Effector Treg subtypes in glomerulonephritis (GN) and interstitial nephritis (IN)
A key role for CD4+ T cells as mediators of inflammatory diseases, including GN, has been firmly established. In particular, effector T cells of the T-helper 1 (Th1) and Thelper 17 (Th17) lineages were shown to be highly nephritogenic. On the other hand, regulatory T cells (Treg) have been identified as potent counter regulators of overshooting immune responses and protect from renal tissue injury. Pioneering studies have thus begun to evaluate Treg based therapies for immune mediated diseases. Interestingly, however, it has become clear in the recent past, that Tregs are by no means a uniform population. Rather, highly specialized subtypes of effector Tregs exist, which are tailor made for the control of a particular type of immune response. Treg1 cells can potently target Th1 and Treg17 cells down regulate Th17 immunity. In addition, a unique Treg subset has been discovered by us and others, which surprisingly expresses the Th17 master transcription factor RORγt and can produce the cytokine IL-17A. These RORγt+ Tregs have been shown to be effector Tregs with enhanced immunosuppressive capacity and potently protect from renal tissue injury. In line with their IL- 17A secretion, however, this unusual Treg population seems to have additional proinflammatory potential. How and under which conditions RORγt+ Tregs exert their pro- and anti-inflammatory functions remains largely unknown to date. We thus aim to Improve our understanding of effector Treg subtypes and identify their mechanisms of action. In the long term, we aim to develop Treg based treatment strategies for renal inflammatory diseases.

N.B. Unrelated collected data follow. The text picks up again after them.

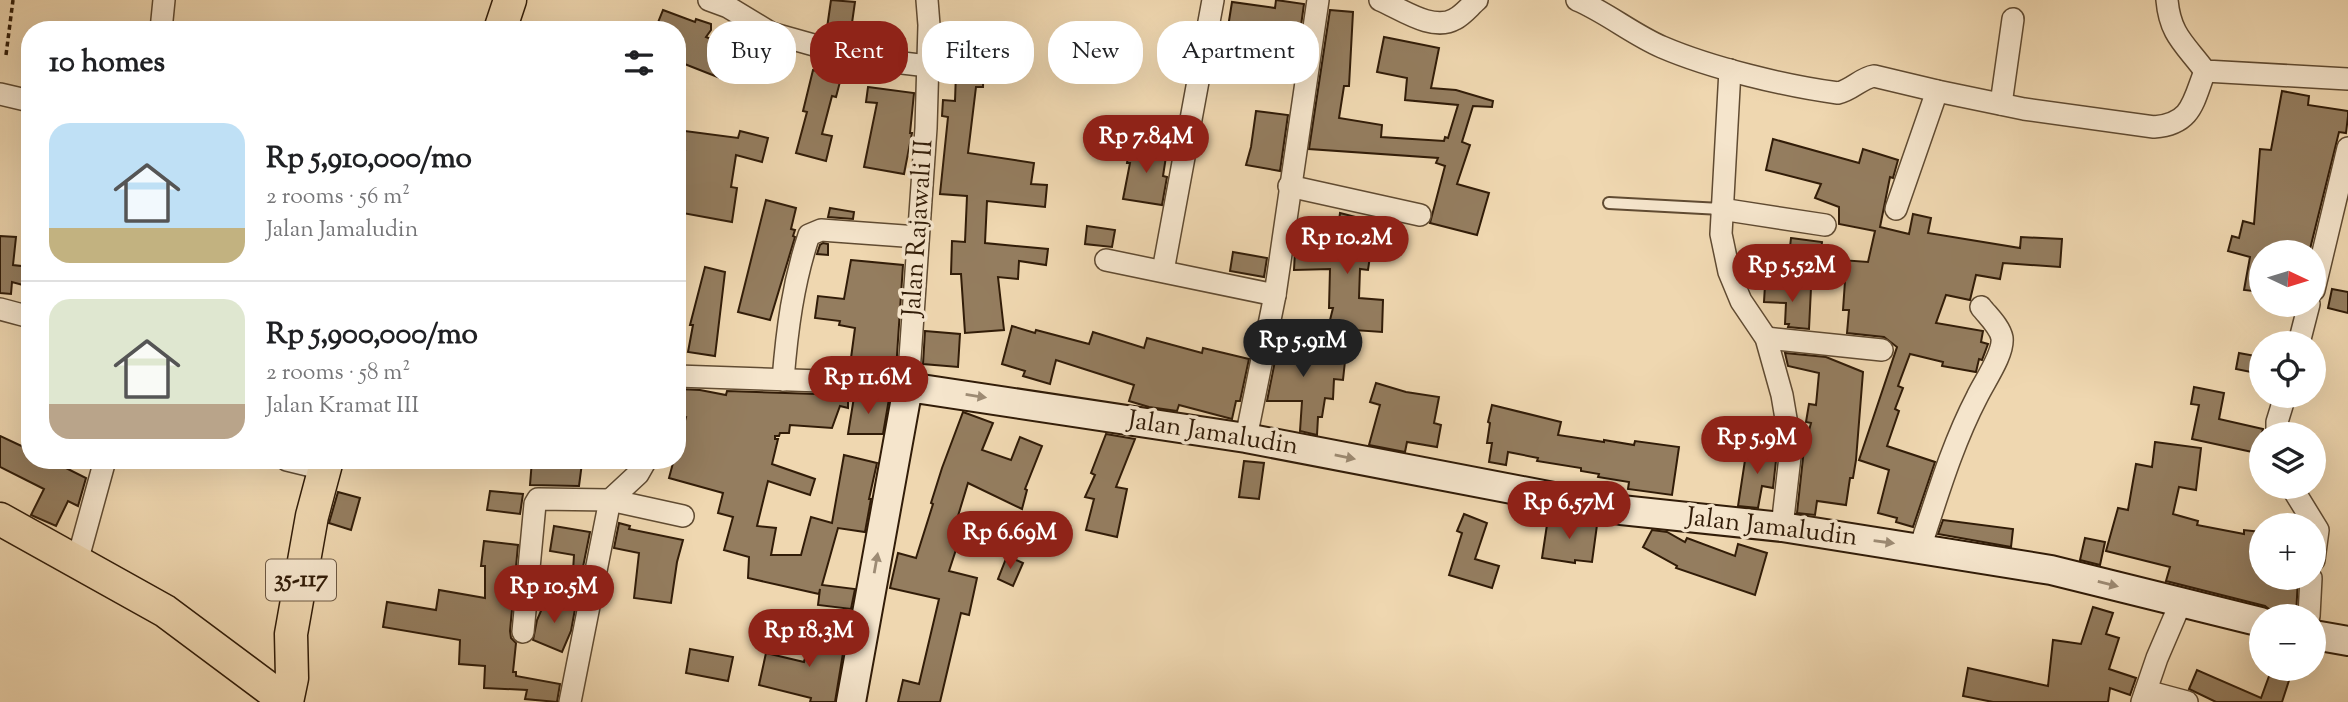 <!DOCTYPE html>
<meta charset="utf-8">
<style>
body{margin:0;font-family:"Sorts Mill Goudy",serif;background:#f6f6f6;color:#202124;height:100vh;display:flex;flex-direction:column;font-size:26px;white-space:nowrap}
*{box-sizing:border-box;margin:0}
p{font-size:23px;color:#757577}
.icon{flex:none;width:38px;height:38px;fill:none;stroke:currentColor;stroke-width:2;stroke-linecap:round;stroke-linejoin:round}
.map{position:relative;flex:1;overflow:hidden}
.details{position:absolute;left:21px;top:21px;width:665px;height:448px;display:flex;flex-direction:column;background:#fff;border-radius:28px;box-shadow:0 7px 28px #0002}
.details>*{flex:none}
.banner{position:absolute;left:707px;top:21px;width:665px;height:63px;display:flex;gap:14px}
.needle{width:46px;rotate:94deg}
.controls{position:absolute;left:2249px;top:240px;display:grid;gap:14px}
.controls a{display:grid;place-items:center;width:77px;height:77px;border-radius:50%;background:#fff;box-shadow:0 7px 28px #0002;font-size:35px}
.price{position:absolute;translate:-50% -60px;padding:0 16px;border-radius:24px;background:#8f2418;color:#fff;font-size:23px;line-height:46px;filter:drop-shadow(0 2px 4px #0008)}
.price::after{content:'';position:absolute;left:50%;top:42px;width:21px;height:16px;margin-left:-10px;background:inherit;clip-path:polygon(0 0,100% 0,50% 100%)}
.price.current{background:#222;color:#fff}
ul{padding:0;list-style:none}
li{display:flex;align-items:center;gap:21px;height:175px;padding:0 28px}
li+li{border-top:2px solid #e0e0e0}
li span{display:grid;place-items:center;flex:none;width:196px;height:140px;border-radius:21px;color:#555}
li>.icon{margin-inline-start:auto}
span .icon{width:84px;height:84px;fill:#fffc;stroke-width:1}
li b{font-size:30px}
h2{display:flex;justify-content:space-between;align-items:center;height:84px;padding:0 28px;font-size:30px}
.chip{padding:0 24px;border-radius:28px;background:#fff;box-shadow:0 7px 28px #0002;font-size:24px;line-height:63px}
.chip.current{background:#8f2418;color:#fff}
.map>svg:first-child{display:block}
.building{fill:#947d5f;stroke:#311c08;stroke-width:2}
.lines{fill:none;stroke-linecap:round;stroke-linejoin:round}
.lane-casing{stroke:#604b32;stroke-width:14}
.street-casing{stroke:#604b32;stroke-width:24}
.secondary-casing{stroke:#311c08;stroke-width:32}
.primary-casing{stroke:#311c08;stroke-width:35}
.path{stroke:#311c08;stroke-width:3.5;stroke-dasharray:5 3.5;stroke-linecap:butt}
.lane{stroke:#f5e5cc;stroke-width:10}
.street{stroke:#f5e5cc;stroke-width:21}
.secondary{stroke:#f5e5cc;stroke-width:28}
.primary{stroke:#efd7b0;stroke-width:32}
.oneway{fill:#9d8b74}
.labels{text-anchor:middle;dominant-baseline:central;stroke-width:7;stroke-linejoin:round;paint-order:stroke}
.shield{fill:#f5e5cc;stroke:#6c5843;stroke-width:2}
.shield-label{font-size:24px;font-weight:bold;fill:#311c08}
.street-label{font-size:26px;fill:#311c08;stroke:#f5e5cc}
</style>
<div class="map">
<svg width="2348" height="702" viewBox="0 0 2348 702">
<rect width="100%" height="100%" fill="#efd7b0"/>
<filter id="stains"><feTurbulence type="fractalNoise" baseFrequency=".00286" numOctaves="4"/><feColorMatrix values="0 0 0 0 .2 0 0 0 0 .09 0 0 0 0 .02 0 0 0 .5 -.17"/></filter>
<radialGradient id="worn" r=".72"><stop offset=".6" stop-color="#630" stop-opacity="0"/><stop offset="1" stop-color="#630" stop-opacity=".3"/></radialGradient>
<g class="building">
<path d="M831,0L855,2L852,23H855L850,40L826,35Z"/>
<path d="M1276,0L1304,4L1300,33L1267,27L1264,51L1225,46L1232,2L1275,8Z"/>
<path d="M663,10L695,22L696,19L711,24V30L706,37L741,51L736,66L731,65L725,80L677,61V30H655Z"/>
<path d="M1330,10L1353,12L1349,86H1344L1339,118L1382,125L1381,137L1444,141L1445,137L1448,138L1458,105L1405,100L1407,78L1377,72L1384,37L1439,48L1431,88L1456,90L1493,101L1492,107L1473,106L1462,142L1470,145L1457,184L1489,193L1477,235L1430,223L1445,166L1436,163L1438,158L1309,149Z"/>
<path d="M957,45L984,48L983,87H976L968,153L1034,163L1031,184L1047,185L1045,207L987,201L985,243L1048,249L1046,265L1019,261L1018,279L998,277L1004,330L965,333L961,274H951L952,241L965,242L967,196L940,194L948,117L942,116L943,100L955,101Z"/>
<path d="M813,70L841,78L836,97L832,96L822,134L832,136L826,161L796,153L807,112L803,111Z"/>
<path d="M868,87L914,93L910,133H912L904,174L864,167L877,103L866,102Z"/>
<path d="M2282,91L2309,96L2308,105L2348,111V116L2346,133L2339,132L2310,249L2304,248V252H2261V292L2244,290L2250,257L2228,251L2232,236L2239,238L2243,221L2254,224L2260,149L2271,150Z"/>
<path d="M1256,111L1288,115L1280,171L1246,165L1251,147Z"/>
<path d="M677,130L738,138L740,131L768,138L762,162L736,155L731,187L737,188L732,222L677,212V191L685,151L677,150Z"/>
<path d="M1773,139L1859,163L1863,149L1898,160L1893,178L1890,177L1880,227L1909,234L1913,214L1931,218L1928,233L2020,248L2021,237L2062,239L2060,267L2003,263L2000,279L1976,275L1970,300L1946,295L1936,323L1983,331L1981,342L1988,344L1982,360L1979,359L1976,372L1942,366L1943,362L1910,354L1898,386L1903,388L1895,409L1899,411L1887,446L1935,462L1913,527L1896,522L1897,518L1878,513L1889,470L1859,460L1897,347L1884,337L1847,333L1849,310H1843L1845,281L1826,279L1827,259L1868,262L1875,231L1839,224V207L1815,198L1821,184L1766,170Z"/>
<path d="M1130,144L1167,150L1163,176L1167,177L1162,205L1123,199L1130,163H1127Z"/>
<path d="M766,200L796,208L791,229L795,230L793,236L795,237L770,320L738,312Z"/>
<path d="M830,208L854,212L853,219L828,217Z"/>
<path d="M1340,213L1375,222L1368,270L1360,269L1359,298L1383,300L1382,332L1354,330L1353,335L1328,328L1333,308H1329L1330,269L1294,270L1295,251L1335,250Z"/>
<path d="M1087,226L1115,230L1112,247L1085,244Z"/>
<path d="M0,236L16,237L13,265L30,267V287L12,282L11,294L0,293Z"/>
<path d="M1791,238L1822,242L1820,260L1789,256Z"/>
<path d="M823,243L828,244V255L817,254L820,245Z"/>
<path d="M1233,252L1267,258L1264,277L1230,271Z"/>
<path d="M851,260L903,265L896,370L872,367L873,361L851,358L855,328L839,325L840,321L815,318L818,296L844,299Z"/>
<path d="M705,267L725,272L715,356L688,352L693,325H690Z"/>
<path d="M1765,285L1811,288L1809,329L1788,327L1789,324H1785L1786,303L1764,302Z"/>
<path d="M2332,289L2348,292V313L2328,308Z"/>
<path d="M1012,326L1035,333L1036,330L1089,344L1093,332L1144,348L1147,338L1202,353L1203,348L1249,359L1240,401H1236L1232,419L1179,405L1177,411L1149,407L1129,401L1134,385L1056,360L1050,384L1023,376L1025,371L1002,364Z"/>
<path d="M1282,326L1302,332L1297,351L1300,352L1298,356L1345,361L1343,380L1334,379L1333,399L1325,398L1322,417H1318L1317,435L1300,431L1302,401H1267Z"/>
<path d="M925,331L960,334L958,367L923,364Z"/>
<path d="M1785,353L1826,357L1863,372L1856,460L1853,478H1850L1846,505L1817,501L1815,515L1797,513L1804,449L1811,423L1806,422L1809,404L1816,405L1819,373L1788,366Z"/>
<path d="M2239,353L2261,357V374L2236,369Z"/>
<path d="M1376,383L1406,392L1439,397L1434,423L1441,425L1437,447L1407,442L1405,452L1369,445L1380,405L1370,402Z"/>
<path d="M2194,387L2224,393L2219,419L2263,429L2257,453L2192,439L2199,405L2191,404Z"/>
<path d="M679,389L700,390L726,395L727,391L848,395V408L840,406L832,428L790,425L789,433H780L779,436H775V439H778L772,464L815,479L810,495L768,481L757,526L776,528L771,555H801L811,517L832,523L844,455L877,463L869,499H871L865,532L838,528L822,585L855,589L851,609L818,605L820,589L819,594L748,578L749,557L724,550L733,517L718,513L723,493L669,478L673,463L677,460V450L686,417L677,416Z"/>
<path d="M854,397L889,399L883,434H848Z"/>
<path d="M1492,405L1561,422L1558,435L1604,442V440L1634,445L1635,441L1679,447L1672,495L1628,489L1629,482L1598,477L1599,474L1581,471V468L1537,461L1538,458L1508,452L1506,465L1489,462L1492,443H1487L1490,423L1488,422Z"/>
<path d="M963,412L993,423L982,450L1011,460L1020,437L1042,446L1025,489L1027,490L1022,509L968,483L958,516L966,519L949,571L977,578L969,615L961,613L940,702H898L903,680L919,684L939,599L890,588L898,553L916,558L933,504L931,503L942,468Z"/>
<path d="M1106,434L1135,439L1116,487L1127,489L1117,537L1086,530L1094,499L1085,497L1095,475L1091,473Z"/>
<path d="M0,436L30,450V460H50L86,478L78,506L68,501L56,526L31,515L44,489L0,467Z"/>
<path d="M2155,442L2201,448L2196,490L2179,487L2173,514L2198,521L2197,525L2244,534V530L2261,532V578H2298L2296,616L2274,613L2265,606L2166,581L2170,567L2106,551L2118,508L2128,510L2136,464L2152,467Z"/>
<path d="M1747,447L1777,451L1773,488L1762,486L1758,508L1738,506Z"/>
<path d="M532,460L582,463L579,486L530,485Z"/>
<path d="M1244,461L1264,463L1259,499L1239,497Z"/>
<path d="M490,491L523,494L520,514L487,510Z"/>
<path d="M338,492L360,498L351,530L329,523Z"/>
<path d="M1464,514L1487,523L1475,559L1499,566L1492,588L1449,575L1462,533L1457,531Z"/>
<path d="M1548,518L1597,525L1592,562L1575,560V563L1542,558Z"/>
<path d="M1943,520L2013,529L2011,547L1938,534Z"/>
<path d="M619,523L630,526L629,529L683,540L677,562L671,603L634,598L639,553L614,548Z"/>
<path d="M554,526L590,532L582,572L573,571L574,555L550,551Z"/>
<path d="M1652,530L1667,532L1685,542L1687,538L1735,556L1738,544L1767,553L1755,595L1676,568L1677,566L1643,547Z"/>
<path d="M2085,538L2105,542L2100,565L2080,560Z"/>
<path d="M484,541L518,545L510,631L511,638L516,643L513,672H516V676L560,684L557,702L525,699L527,690L484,688L485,666L459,664L460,640L383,627L387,602L436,610L439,590L485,598V566H481Z"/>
<path d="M1007,556L1023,563L1013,586L998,579Z"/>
<path d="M547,597L575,609L571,631L562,652L533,640L537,620Z"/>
<path d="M2093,607L2113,613L2106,634L2119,638L2109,669L2136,678L2130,695L2110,688L2108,702H1993L1963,696L1968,668L2048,686L2053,640L2081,644Z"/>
<path d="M812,629L846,635L835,702H810L811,698L759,685L766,653L804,662Z"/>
<path d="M690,649L733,657L728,681L686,673Z"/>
<path d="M2272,668H2293L2282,702H2216L2189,689L2197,670L2261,698Z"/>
</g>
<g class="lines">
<g class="lane-casing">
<path id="lane" d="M1609,203L1721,209"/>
</g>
<g class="street-casing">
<g id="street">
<path d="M709,0L728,7L771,33L860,58L928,66"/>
<path d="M1380,0C1401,9 1433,32 1455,19C1463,15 1470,6 1477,0"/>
<path d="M1577,0C1606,12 1632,34 1662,47C1711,68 1785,86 1838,93C1852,90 1861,78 1874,76L1937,91L2024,109L2154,127C2192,124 2193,102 2205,71"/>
<path d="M2167,0C2170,35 2185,44 2205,71L2348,79"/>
<path d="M161,30L164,0"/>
<path d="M1730,70L1721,234L1729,272L1741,301L1766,338L1782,395L1791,448L1782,527"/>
<path d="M0,94L30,101"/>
<path d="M2001,104L2013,19"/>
<path d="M1289,186L1420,215"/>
<path d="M1721,209L1825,225"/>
<path d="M1896,209L1937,91"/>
<path d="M1106,260L1275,295"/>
<path d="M1163,271L1213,0"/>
<path d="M2314,290L2348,148"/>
<path d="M0,309L30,317"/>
<path d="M1766,338L1882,350"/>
<path d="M2299,343L2309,304"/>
<path d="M677,376L851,382L908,387L926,128L929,25L927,0"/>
<path d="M783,380C787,330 793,283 809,235L821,230L918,237"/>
<path d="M2277,434V422L2285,396"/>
<path d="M1246,438L1275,295L1318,0"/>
<path d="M287,460L324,469"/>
<path d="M2291,486L2318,530L2314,560"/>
<path d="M1920,548C1937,497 1952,445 1977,397C1984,382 2004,354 2002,338C2000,327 1988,316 1981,307"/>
<path d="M77,562L105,460"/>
<path d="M2309,616L2311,578"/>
<path d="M523,632L535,504L538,499L610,500L683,516"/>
<path d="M2146,691L2187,702"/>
<path d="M570,702L610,500L638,474L646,460"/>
<path d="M2142,702L2157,658L2181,602"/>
</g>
</g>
<g class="secondary-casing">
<g id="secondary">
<path d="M2314,635L2348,641"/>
<path d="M851,702L908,387L1246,438L1621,510L1782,527L2051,570L2261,622"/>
</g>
</g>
<g class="primary-casing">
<g id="primary">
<path d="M500,30L510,0"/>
<path d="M0,519L165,611L287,702"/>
<path d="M287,702L292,678L291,634L312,516L327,460"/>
</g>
</g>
<path class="path" d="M6,55L13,0"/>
<use href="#lane" class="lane"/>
<use href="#street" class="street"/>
<use href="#secondary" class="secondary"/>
<use href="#primary" class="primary"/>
</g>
<defs><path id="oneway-solid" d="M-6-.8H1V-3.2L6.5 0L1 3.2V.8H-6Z" transform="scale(1.75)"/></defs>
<g class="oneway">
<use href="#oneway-solid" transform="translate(976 396) rotate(9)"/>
<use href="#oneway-solid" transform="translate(1345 457) rotate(11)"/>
<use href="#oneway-solid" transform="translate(1884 542) rotate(8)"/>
<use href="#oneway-solid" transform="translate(876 563) rotate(-80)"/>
<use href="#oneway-solid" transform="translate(2108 584) rotate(14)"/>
</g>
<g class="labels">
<rect class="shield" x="266" y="559.5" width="70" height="41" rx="5"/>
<g class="shield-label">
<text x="301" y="580">35-117</text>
</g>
<g class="street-label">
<text transform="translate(919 228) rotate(-86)">Jalan Rajawali II</text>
<text transform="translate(1213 434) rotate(9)">Jalan Jamaludin</text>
<text transform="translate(1772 528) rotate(7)">Jalan Jamaludin</text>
</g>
</g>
<rect width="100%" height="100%" filter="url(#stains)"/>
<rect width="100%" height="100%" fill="url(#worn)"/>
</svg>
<div class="controls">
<a><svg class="needle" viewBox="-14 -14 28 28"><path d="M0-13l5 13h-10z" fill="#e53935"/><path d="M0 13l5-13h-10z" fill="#757577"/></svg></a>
<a><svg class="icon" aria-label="locate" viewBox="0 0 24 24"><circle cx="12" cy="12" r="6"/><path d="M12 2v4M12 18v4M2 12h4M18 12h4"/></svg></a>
<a><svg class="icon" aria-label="layers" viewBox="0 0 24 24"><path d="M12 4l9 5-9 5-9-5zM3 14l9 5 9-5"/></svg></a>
<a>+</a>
<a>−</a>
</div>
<b class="price" style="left:1146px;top:175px">Rp 7.84M</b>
<b class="price" style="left:1347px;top:276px">Rp 10.2M</b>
<b class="price" style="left:1792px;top:304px">Rp 5.52M</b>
<b class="price current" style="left:1303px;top:379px">Rp 5.91M</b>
<b class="price" style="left:868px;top:416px">Rp 11.6M</b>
<b class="price" style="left:1757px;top:476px">Rp 5.9M</b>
<b class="price" style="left:1569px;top:541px">Rp 6.57M</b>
<b class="price" style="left:1010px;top:571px">Rp 6.69M</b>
<b class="price" style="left:554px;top:625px">Rp 10.5M</b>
<b class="price" style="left:809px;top:669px">Rp 18.3M</b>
<div class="banner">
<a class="chip">Buy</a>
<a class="chip current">Rent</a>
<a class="chip">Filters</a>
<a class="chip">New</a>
<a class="chip">Apartment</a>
</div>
<section class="details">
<h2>10 homes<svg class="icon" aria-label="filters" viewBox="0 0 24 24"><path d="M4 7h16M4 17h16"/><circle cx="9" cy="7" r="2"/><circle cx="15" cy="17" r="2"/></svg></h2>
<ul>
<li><span style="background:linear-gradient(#bfe0f5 75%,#c2b280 0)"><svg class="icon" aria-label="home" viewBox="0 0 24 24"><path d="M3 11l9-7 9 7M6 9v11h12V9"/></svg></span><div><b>Rp 5,910,000/mo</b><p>2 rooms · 56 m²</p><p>Jalan Jamaludin</p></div></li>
<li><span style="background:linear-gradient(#dfe7d0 75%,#b9a48a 0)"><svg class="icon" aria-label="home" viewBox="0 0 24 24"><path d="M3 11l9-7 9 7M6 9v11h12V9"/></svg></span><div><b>Rp 5,900,000/mo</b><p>2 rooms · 58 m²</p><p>Jalan Kramat III</p></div></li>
</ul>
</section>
</div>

The cell type specific roles of Amphiregulin (AREG) in renal inflammation
The multi-functional cytokine AREG has recently been identified by us and others as an important mediator of inflammatory diseases, including GN. AREG belongs to the epidermal growth factor (EGF) family and mediates its effects via binding to the promiscuous EGF-receptor (EGFR). A better understanding of AREG´s immune functions is highly warranted, since EGFR blockers are already in use for tumor therapy and various AREG directed compounds are currently being developed, so that they could also be applied to treat immune mediated diseases. It is of note, however, that both, pro- as well as anti-inflammatory AREG effects have been reported. In this respect, data by us and others suggest, that the cellular source of AREG might be important for the resulting function. While resident tissue cell derived AREG seems to have pro-inflammatory and pro-fibrotic effects, leukocyte derived AREG was shown to be predominantly anti-inflammatory and reparative. We therefore aim to clarify the cell type specific differential roles of AREG in GN and IN to lay the groundwork for AREG directed therapies. Furthermore, our work aims to unravel the currently ill-defined immune-regulatory mechanisms initiated by AREG signaling and identify the cellular players involved herein.
Characterization of the cellular immune responses in interstitial nephritis (IN)
IN is a common cause of acute and chronic renal failure worldwide. In roughly 15-27% of all renal biopsies, which are performed due to renal injury, IN is identified as the causative pathology. While 60-80% are considered hypersensitivity reactions to medications, roughly 15-20% of IN cases are due to systemic diseases, as predominantly sarcoidosis, Sjögren´s Syndrome or IgG4 related renal disease. So far there are no prospective, randomized studies to guide our therapies. Furthermore, there are no specific biomarkers to monitor IN activity apart from the serum creatinine. In order to close these clinically important knowledge gaps, a better understanding of the pathophysiology of IN is essential.
Our group has therefore established an outpatient clinic for patients with IN, which are monitored longitudinally. In order to better understand, which immune cells are involved in renal inflammation of the different subtypes of IN, we routinely analyze the patients´ urinary cytokine levels as well as their urinary leukocytes by flow cytometry. Furthermore, we try to get a better picture of the renal cellular infiltrate by performing single cell mRNAseq as well as Cite-seq analyses of renal biopsies from IN patients. In the long run, we aim to identify better biomarkers which help to guide our therapies, as well as develop novel therapeutic strategies for the treatment of IN.